When building MicroPython from source, one typically uses make and cmake. I found this example module extremely helpful. I used this as a reference to author my micropython.cmake file.

MicroPython defines additional utilities in py/runtime.h, py/obj.h to help with Python interop. The example C module only scratches the surface of those APIs.

Another thing to keep in mind was that Depth AI libraries were authored using C++. MicroPython on the other hand, expected the core headers of the user module to be defined in C. This meant that I needed to use extern, to prevent the C++ compiler from obfuscating the symbols such that they could still be linked to the C headers.

Have I mentioned, that I have not written a lot of C++ recently ? This is information that I had completely paged out.

Implementing the C Module

Part of this was figuring out which utilities were going to be helpful. The module is open-source, and you can take a look at what I did here. This is the core module definition.

Here are some notes that will help you follow along:

  • mp_obj_t represents the core Python type. There are utilities defined in py/runtime.h which can help convert between the base mp_obj_t type to the corresponding C types. For e.g. mp_mp_obj_str_get_str(...) converts a mp_obj_t to a const char*.

  • mp_call_function_x can help invoke Python functions. For e.g. mp_call_function_0 invokes a Python function with zero arguments. Note: the args here need to be instances of the mp_obj_t type.

  • A couple of other useful helpers were:

// Converts a Python buffer type (anything which is a memoryview(...)) to a corresponding mp_buffer_info_t type.
// This was an easy way to copy a buffer to a void* of data.
void mp_get_buffer_raise(mp_obj_t obj, mp_buffer_info_t *bufinfo, mp_uint_t flags);

// The mp_obj_new_bytearray converts a (size_t, void*) to a Python buffer type.
mp_obj_t mp_obj_new_bytearray(size_t n, void *items);

Once you figure out these APIs, things that seemed magical before, start to make much more sense. A lot of my findings came from reading existing modules in the MicroPython source tree and asking questions on the Adafruit Discord for CircuitPython (which is a MicroPython fork maintained by Adafruit). Special shout-out to Jeff E. from the Discord group; you sir are awesome. Thanks for helping me out.
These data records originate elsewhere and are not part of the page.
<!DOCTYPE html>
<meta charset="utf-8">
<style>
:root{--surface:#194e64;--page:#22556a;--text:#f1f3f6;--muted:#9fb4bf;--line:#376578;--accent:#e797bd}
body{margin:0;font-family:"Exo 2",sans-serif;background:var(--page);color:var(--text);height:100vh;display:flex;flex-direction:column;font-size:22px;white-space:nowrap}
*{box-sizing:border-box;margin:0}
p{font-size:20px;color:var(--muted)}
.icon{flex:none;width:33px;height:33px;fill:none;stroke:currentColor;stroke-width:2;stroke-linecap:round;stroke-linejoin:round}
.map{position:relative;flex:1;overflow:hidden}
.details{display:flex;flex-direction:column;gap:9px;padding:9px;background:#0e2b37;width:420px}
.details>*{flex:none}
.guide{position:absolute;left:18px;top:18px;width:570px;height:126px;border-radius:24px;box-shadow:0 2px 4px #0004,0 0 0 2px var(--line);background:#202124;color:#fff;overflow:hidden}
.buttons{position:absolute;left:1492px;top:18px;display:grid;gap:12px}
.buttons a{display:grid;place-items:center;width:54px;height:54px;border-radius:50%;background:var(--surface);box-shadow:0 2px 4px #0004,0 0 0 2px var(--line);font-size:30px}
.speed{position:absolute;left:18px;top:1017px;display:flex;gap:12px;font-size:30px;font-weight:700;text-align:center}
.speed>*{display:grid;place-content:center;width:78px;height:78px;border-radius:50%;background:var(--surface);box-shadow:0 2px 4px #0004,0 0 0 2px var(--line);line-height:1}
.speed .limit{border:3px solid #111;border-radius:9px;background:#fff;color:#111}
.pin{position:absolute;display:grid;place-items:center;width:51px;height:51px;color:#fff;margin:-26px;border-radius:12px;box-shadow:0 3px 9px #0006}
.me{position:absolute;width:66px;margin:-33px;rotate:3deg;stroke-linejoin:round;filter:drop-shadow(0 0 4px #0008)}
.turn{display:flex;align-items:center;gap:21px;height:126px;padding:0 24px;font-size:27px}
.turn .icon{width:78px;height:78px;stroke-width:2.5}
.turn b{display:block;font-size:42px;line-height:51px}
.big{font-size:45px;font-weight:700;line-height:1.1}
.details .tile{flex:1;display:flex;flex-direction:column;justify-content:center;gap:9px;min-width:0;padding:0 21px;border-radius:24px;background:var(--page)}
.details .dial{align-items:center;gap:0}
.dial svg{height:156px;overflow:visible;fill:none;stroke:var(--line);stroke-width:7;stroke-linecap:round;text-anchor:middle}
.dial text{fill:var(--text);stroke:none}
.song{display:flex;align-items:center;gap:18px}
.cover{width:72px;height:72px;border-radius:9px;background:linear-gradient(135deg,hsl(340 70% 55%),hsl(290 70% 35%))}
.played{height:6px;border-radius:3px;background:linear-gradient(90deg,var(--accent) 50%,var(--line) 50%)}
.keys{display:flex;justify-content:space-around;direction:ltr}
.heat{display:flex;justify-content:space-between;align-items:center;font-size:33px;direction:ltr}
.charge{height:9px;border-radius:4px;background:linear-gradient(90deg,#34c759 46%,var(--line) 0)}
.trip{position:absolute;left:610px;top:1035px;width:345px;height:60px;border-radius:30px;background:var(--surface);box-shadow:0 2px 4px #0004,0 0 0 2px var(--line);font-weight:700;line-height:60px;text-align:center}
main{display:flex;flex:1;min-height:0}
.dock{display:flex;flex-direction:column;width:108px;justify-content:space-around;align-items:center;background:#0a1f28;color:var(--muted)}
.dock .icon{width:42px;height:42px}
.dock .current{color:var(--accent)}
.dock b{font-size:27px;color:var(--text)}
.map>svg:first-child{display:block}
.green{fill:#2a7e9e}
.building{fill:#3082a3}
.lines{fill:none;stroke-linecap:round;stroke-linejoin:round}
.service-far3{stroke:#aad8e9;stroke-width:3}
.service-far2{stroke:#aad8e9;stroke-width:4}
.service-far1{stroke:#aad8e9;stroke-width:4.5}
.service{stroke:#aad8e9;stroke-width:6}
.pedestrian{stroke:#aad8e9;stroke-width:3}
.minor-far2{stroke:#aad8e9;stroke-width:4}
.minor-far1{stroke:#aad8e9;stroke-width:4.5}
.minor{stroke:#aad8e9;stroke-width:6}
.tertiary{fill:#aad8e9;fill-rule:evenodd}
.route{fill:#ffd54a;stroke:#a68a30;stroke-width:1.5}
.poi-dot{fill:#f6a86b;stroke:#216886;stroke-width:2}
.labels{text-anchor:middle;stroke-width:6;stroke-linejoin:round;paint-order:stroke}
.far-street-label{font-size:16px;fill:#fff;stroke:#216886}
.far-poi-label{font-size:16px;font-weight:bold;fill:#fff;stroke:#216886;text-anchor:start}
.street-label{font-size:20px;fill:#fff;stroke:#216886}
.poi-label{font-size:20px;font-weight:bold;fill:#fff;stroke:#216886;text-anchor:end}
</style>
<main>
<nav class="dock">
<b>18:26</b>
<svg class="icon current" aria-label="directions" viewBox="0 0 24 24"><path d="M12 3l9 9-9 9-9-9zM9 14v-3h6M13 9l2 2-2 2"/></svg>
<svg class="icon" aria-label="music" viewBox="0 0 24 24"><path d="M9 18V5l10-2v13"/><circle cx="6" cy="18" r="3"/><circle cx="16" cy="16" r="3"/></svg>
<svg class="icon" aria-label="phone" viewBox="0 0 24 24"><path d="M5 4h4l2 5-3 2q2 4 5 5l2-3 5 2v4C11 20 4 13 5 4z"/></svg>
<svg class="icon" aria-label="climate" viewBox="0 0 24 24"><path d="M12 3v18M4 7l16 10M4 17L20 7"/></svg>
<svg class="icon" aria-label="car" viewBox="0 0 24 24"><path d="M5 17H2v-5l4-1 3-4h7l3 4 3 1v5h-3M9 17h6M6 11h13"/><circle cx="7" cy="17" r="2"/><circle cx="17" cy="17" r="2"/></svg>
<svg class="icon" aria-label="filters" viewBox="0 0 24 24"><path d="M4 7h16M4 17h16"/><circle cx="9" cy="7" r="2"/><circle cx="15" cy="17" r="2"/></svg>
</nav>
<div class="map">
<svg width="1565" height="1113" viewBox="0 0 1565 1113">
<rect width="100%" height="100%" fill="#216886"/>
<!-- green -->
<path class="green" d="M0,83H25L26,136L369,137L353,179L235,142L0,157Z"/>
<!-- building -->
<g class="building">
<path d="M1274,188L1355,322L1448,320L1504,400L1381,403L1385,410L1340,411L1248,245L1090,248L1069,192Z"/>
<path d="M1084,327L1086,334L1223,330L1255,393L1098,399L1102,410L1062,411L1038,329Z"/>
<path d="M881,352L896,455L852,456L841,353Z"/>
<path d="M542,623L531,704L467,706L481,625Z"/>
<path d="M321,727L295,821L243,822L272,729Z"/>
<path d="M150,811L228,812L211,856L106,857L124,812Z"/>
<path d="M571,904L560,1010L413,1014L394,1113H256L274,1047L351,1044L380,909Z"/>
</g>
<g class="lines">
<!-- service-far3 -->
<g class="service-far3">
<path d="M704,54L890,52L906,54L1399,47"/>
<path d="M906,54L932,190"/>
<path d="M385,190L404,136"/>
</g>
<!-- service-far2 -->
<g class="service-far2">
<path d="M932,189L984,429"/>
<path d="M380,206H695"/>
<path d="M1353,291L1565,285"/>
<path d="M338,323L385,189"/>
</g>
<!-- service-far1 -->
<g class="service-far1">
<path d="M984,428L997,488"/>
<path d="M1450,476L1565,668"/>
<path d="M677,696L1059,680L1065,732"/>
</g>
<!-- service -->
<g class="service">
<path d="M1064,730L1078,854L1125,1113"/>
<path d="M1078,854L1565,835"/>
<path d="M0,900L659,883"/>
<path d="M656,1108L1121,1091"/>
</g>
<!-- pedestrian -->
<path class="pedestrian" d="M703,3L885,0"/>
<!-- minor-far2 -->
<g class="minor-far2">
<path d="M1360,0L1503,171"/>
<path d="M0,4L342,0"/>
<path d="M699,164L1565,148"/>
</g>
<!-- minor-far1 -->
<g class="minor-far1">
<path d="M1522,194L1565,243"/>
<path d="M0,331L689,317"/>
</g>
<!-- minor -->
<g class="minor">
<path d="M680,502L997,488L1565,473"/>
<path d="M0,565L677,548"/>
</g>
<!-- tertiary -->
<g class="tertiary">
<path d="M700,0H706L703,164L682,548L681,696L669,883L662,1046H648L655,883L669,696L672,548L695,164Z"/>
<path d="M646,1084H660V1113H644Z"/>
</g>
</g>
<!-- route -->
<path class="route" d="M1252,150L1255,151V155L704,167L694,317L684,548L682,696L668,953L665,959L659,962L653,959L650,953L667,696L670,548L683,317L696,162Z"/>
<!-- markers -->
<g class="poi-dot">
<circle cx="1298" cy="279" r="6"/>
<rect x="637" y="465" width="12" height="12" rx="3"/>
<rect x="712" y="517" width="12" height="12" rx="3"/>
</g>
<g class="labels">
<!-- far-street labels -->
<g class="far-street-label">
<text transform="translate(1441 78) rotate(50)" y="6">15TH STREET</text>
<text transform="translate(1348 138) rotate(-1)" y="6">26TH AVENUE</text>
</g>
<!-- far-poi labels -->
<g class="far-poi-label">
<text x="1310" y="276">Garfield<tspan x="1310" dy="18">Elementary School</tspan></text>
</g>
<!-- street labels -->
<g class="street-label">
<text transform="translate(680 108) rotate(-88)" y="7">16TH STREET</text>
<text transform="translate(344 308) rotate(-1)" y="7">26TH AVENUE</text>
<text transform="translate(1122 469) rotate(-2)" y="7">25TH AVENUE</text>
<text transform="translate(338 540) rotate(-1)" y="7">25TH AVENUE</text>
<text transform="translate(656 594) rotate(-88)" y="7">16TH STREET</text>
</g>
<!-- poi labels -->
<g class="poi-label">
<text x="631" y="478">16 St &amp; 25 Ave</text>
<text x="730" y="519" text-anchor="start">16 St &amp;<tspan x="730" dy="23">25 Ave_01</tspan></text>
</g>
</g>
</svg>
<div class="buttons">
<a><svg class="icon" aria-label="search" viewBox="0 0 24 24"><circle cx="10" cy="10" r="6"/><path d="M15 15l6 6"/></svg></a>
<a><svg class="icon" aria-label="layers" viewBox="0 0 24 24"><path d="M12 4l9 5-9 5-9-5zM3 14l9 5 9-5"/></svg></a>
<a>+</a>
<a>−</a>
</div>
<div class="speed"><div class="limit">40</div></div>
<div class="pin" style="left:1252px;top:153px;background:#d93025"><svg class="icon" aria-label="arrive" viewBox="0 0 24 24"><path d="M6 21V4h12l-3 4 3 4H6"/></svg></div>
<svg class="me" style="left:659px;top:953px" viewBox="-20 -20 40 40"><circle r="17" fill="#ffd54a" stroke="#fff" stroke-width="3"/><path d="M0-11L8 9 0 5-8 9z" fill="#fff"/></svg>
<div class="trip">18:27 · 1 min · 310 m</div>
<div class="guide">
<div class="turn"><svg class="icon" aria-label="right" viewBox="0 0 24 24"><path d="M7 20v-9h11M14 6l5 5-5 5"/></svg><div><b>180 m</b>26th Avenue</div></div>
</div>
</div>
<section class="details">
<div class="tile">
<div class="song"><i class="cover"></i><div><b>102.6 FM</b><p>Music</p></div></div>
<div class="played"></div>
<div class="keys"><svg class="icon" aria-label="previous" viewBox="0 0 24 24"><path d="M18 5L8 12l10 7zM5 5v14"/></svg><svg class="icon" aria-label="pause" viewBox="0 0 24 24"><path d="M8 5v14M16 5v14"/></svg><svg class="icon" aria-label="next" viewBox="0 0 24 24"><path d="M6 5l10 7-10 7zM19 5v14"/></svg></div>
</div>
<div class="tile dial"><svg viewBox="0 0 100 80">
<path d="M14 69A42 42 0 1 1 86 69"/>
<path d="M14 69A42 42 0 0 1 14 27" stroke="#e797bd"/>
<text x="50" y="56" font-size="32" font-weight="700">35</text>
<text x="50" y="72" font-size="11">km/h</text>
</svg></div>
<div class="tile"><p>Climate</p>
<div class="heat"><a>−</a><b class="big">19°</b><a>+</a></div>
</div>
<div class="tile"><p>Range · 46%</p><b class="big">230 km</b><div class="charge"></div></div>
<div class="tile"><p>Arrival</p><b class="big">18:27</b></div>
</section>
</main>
After spending a couple of days, I finally had a fully working module. Now, all I needed to do was to test things out. Here is a screencast of the module working end-to-end.


The ESP32 on the OAK-D-IOT supports 4 MB of Flash. It's easy to run out of space in the application partition in the default MicroPython build. This is easily fixed by defining custom partition tables 1, 2. This is relatively straightforward, and required only a little bit of trial and error.

To build MicroPython with a custom board configuration, you need to do something like:

# Setup ESP-IDF

# Invokes $IDF_HOME/export.{bash|fish}

# Requires setting up mypy-cross (the cross compiler)
cd $MICROPYTHON_SRC/ports/esp32
make USER_C_MODULES=$MICROPYTHON_SRC/examples/depthai/micropython.cmake BOARD=DEPTH_AI

# Then flash the binary using -p /dev/ttyUSB0 flash